Integrated transcriptomics-proteomics analysis reveals the regulatory network of ethanol vapor on softening of postharvest blueberry

Abstract

Fruit firmness is an important trait of postharvest blueberry, and ethanol vapor treatment has been shown to can retard blueberry softening by inhibiting the degradation of cell wall polysaccharides in our previous work. However, fruit softening is a complex process regulated by many factors. Here, the regulation mechanism of ethanol mediated delaying blueberry softening at the levels of mRNA and protein were explored with integrated transcriptomics-proteomics analysis.

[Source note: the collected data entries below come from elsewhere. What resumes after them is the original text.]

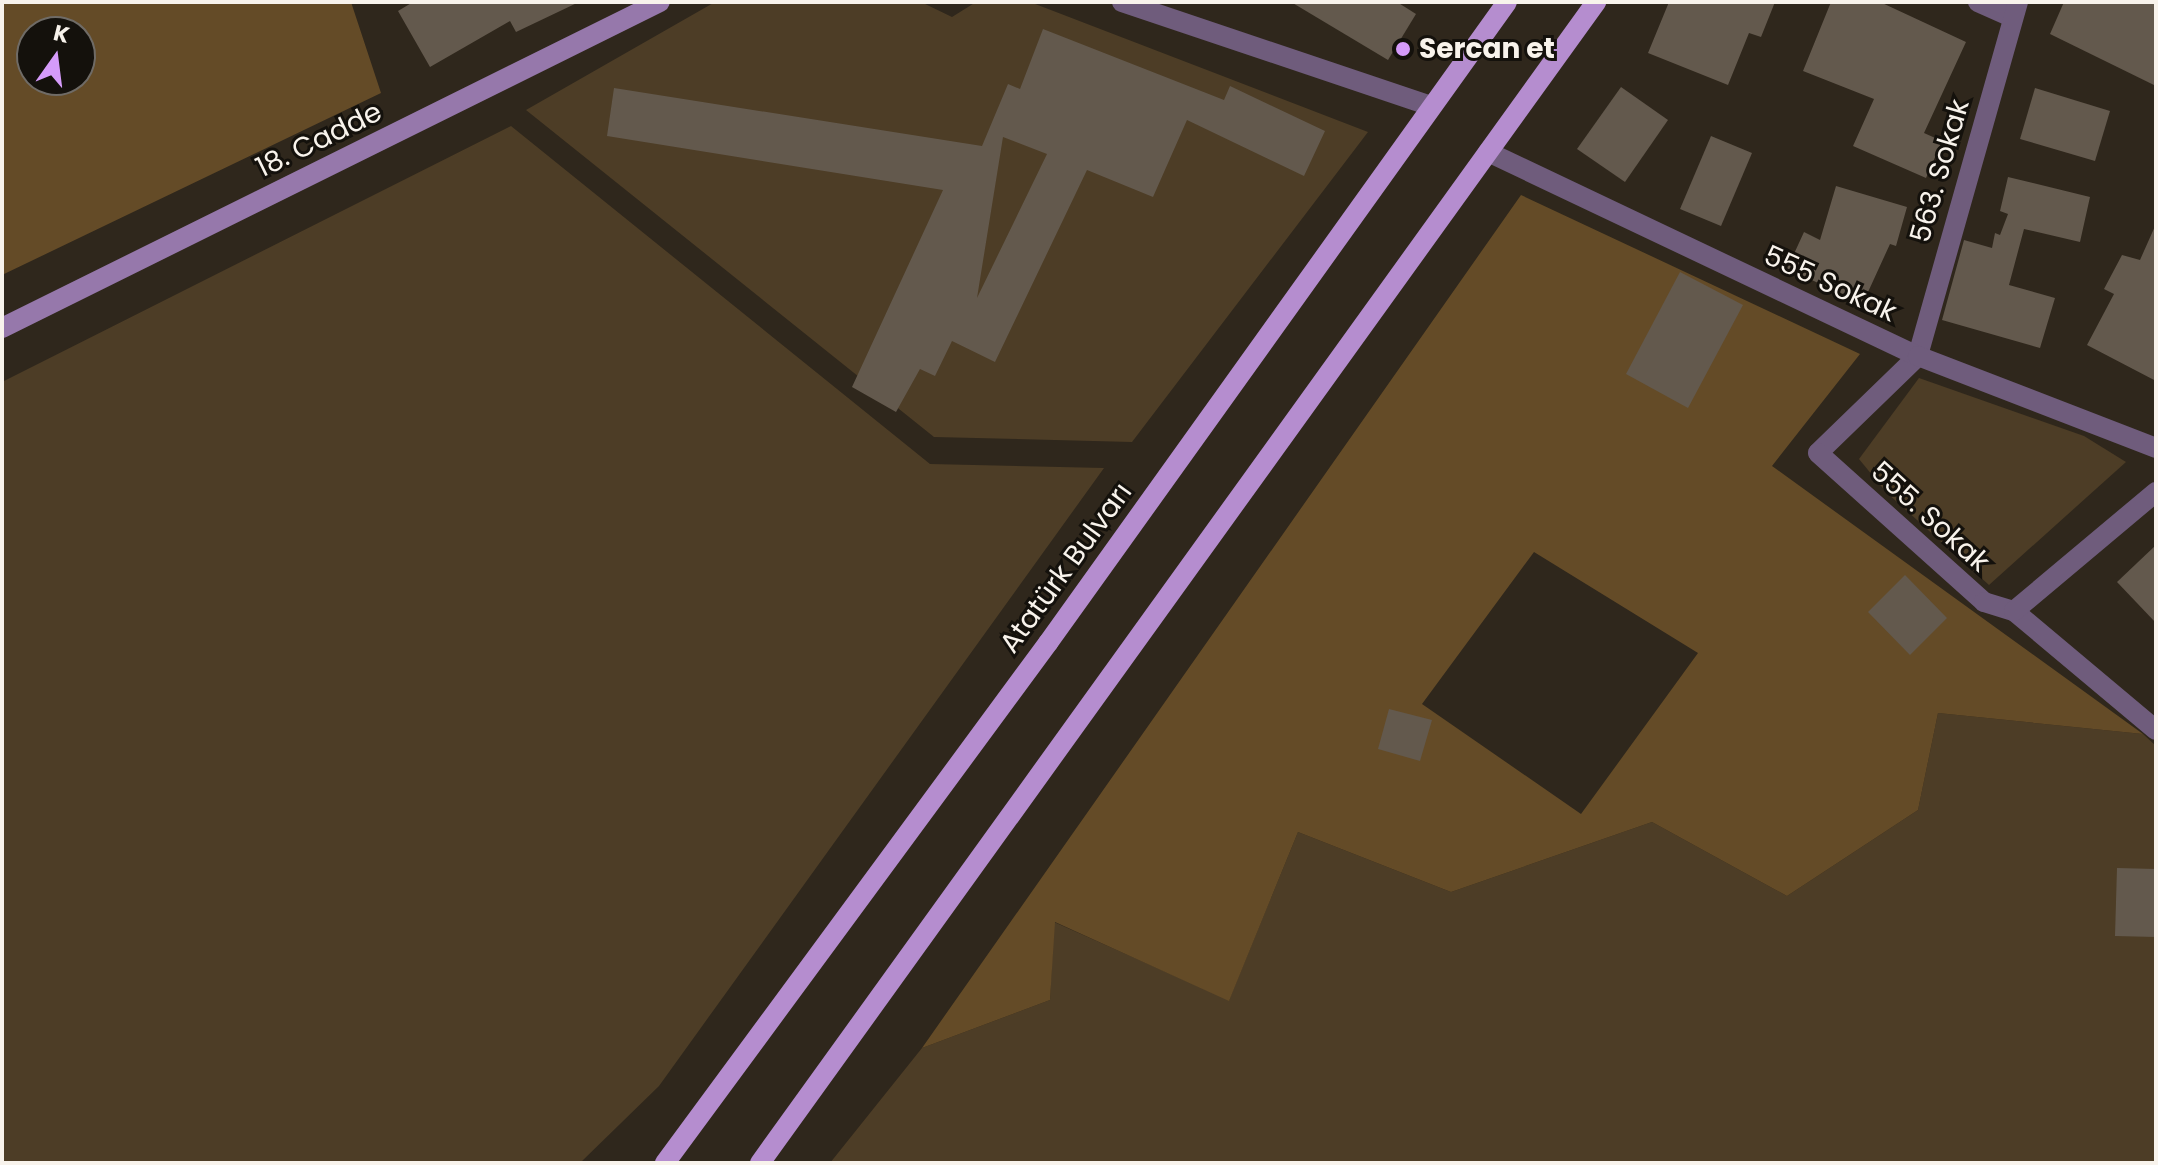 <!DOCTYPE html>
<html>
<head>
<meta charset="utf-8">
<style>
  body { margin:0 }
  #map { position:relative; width:2158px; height:1165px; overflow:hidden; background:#2f271c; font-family:Poppins,sans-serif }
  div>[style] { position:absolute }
  .green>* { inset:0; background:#4d3d26 }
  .forest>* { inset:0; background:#644b27 }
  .building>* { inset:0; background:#63594d }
  .street>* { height:20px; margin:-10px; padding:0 10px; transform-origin:10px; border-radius:10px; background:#6f5c7c }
  .secondary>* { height:20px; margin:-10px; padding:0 10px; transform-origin:10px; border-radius:10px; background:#9678ab }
  .primary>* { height:20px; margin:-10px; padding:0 10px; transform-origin:10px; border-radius:10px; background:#b58dcf }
  .dots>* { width:22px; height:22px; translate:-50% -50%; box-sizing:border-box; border:4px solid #14110c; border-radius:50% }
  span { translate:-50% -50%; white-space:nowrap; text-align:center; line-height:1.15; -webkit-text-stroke:6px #14110c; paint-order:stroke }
  .poi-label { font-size:28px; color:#f8f3ec; font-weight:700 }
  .left { translate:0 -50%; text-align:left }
  .street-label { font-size:28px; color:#f8f3ec }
  .frame { position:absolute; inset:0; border:4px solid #f8f3ec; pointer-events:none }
  .north { position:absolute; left:16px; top:16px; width:80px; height:80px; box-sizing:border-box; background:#14110c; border:2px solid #6f6b66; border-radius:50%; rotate:14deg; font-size:22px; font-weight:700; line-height:32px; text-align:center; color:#f8f3ec }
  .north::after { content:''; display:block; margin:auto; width:28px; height:36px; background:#d59bfa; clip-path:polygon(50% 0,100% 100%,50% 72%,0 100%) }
</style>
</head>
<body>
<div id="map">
  <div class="green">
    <i style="clip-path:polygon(715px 2px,921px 2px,952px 17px,976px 2px,1030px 2px,1368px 132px,1132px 442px,934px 437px,526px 110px)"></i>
    <i style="clip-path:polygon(511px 126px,930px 464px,1104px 468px,659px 1086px,580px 1163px,2px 1163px,2px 382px)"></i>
    <i style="clip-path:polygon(1919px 378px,2084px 436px,2126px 462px,1989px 585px,1886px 492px,1859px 459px)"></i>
    <i style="clip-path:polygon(1938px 713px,2143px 734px,2156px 746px,2156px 1163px,830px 1163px,922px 1048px,1050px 1000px,1054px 922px,1229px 1000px,1298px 832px,1451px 892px,1652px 822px,1787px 896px,1918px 810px)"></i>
  </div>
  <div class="forest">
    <i style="clip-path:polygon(evenodd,2px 2px,351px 2px,381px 93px,2px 275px,2px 2px,32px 32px,80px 32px,80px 80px,32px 80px,32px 32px)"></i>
    <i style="clip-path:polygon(evenodd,1521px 195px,1860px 354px,1772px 466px,2143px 734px,1938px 713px,1918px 810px,1787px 896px,1652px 822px,1451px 892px,1298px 832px,1229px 1001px,1055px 922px,1050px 1000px,922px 1048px,1521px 195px,1534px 552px,1698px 653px,1581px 814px,1422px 704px,1534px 552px)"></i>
  </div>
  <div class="building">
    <i style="clip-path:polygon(413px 2px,579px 2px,516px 32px,510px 21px,430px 67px,398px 11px)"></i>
    <i style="clip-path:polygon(1291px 2px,1397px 2px,1416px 14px,1388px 60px)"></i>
    <i style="clip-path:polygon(1669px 2px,1775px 2px,1761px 37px,1749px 33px,1728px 85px,1648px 53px)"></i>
    <i style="clip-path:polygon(1831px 2px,1880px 2px,1966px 42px,1924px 133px,1942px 141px,1926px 178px,1853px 146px,1874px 99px,1803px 71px)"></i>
    <i style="clip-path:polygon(2064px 2px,2156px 2px,2156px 86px,2050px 34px)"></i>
    <i style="clip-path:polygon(evenodd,1043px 29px,1224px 100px,1230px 86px,1325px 131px,1304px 176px,1187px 120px,1153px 197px,1087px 170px,995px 362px,952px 341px,935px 376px,920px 369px,896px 412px,852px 387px,943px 190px,607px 136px,614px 88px,982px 146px,1008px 84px,1020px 89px,1043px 29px,1003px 137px,1047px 154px,977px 298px,1003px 137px)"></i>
    <i style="clip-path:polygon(1621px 87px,1668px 120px,1625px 182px,1577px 149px)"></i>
    <i style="clip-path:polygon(2035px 88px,2110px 111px,2095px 161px,2020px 139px)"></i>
    <i style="clip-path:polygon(1711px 136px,1752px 153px,1721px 226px,1680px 209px)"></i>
    <i style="clip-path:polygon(2008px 177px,2090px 197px,2080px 242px,2024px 229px,2009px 285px,2055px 298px,2040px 348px,1942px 320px,1964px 240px,1992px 248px,1995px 233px,2000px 235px,2008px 214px,2000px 211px)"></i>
    <i style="clip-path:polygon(1836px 186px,1907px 207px,1896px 246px,1890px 244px,1863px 303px,1787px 269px,1804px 232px,1820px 240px)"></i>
    <i style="clip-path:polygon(2156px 224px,2156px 381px,2087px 345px,2114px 294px,2104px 289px,2122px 255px,2140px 260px)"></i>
    <i style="clip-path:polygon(1680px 272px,1743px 305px,1688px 408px,1626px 374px)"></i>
    <i style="clip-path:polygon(2156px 545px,2156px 623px,2117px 582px)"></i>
    <i style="clip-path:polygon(1905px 575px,1947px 618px,1910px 655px,1868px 612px)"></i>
    <i style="clip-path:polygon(1389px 709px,1432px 720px,1420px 761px,1378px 749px)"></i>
    <i style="clip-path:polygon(2117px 868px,2156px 869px,2156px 937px,2115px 936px)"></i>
  </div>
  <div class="street">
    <i style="left:1122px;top:2px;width:326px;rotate:18.6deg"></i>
    <i style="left:1978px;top:2px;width:37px;rotate:24deg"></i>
    <i style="left:2018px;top:2px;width:368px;rotate:105.8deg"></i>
    <i style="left:1918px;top:356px;width:139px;rotate:135.9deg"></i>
    <i style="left:1818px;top:453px;width:223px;rotate:41.9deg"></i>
    <i style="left:1984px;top:602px;width:31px;rotate:17deg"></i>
    <i style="left:2014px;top:611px;width:185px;rotate:40deg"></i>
    <i style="left:1488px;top:152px;width:476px;rotate:25.4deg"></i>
    <i style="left:1918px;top:356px;width:255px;rotate:21.1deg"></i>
    <i style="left:2014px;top:611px;width:185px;rotate:-40deg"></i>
  </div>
  <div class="secondary">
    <i style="left:2px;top:328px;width:734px;rotate:-26.36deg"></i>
  </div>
  <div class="primary">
    <i style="left:665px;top:1163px;width:646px;rotate:-53.63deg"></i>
    <i style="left:1048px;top:643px;width:788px;rotate:-54.39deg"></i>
    <i style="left:760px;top:1163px;width:1431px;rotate:-54.24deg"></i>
  </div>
  <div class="dots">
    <i style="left:1403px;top:49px;background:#d59bfa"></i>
  </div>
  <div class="poi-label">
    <span class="left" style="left:1419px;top:49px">Sercan et</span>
  </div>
  <div class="street-label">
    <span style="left:319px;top:140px;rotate:-26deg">18. Cadde</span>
    <span style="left:1940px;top:171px;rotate:-74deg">563. Sokak</span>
    <span style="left:1830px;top:284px;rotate:25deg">555 Sokak</span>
    <span style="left:1930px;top:517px;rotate:42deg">555. Sokak</span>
    <span style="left:1066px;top:568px;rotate:-54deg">Atatürk Bulvarı</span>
  </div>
  <div class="frame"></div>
  <div class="north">K</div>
</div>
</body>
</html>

Results revealed that, 9158 differentially expressed genes (DEGs) and 1223 differentially expressed proteins (DEPs) were identified in the ethanol vapor-treated blueberry (E20) compared with the control (C20) at the 20th day of cold storage, 351 correlation molecules (DEG/DEP) were obtained through correlation analysis. Ethanol treatment reduced the overall metabolism level of blueberry, downregulated the gene expression of polygalacturonase, glucan-1,3-β-glucosidase and endoglucanase in carbohydrate metabolism pathway, and slowed down the degradation of cell wall polysaccharides such as pectin and cellulose; downregulated the gene expression of ACC oxidase, the key enzyme for ethylene synthesis, reduced the production of ethylene, reducing the ripening and softening effect of ethylene on the fruit, and then delayed the softening process of blueberry fruit. Collectively, ethanol vapor is a promising technology for retarding the softening of fruit and vegetables.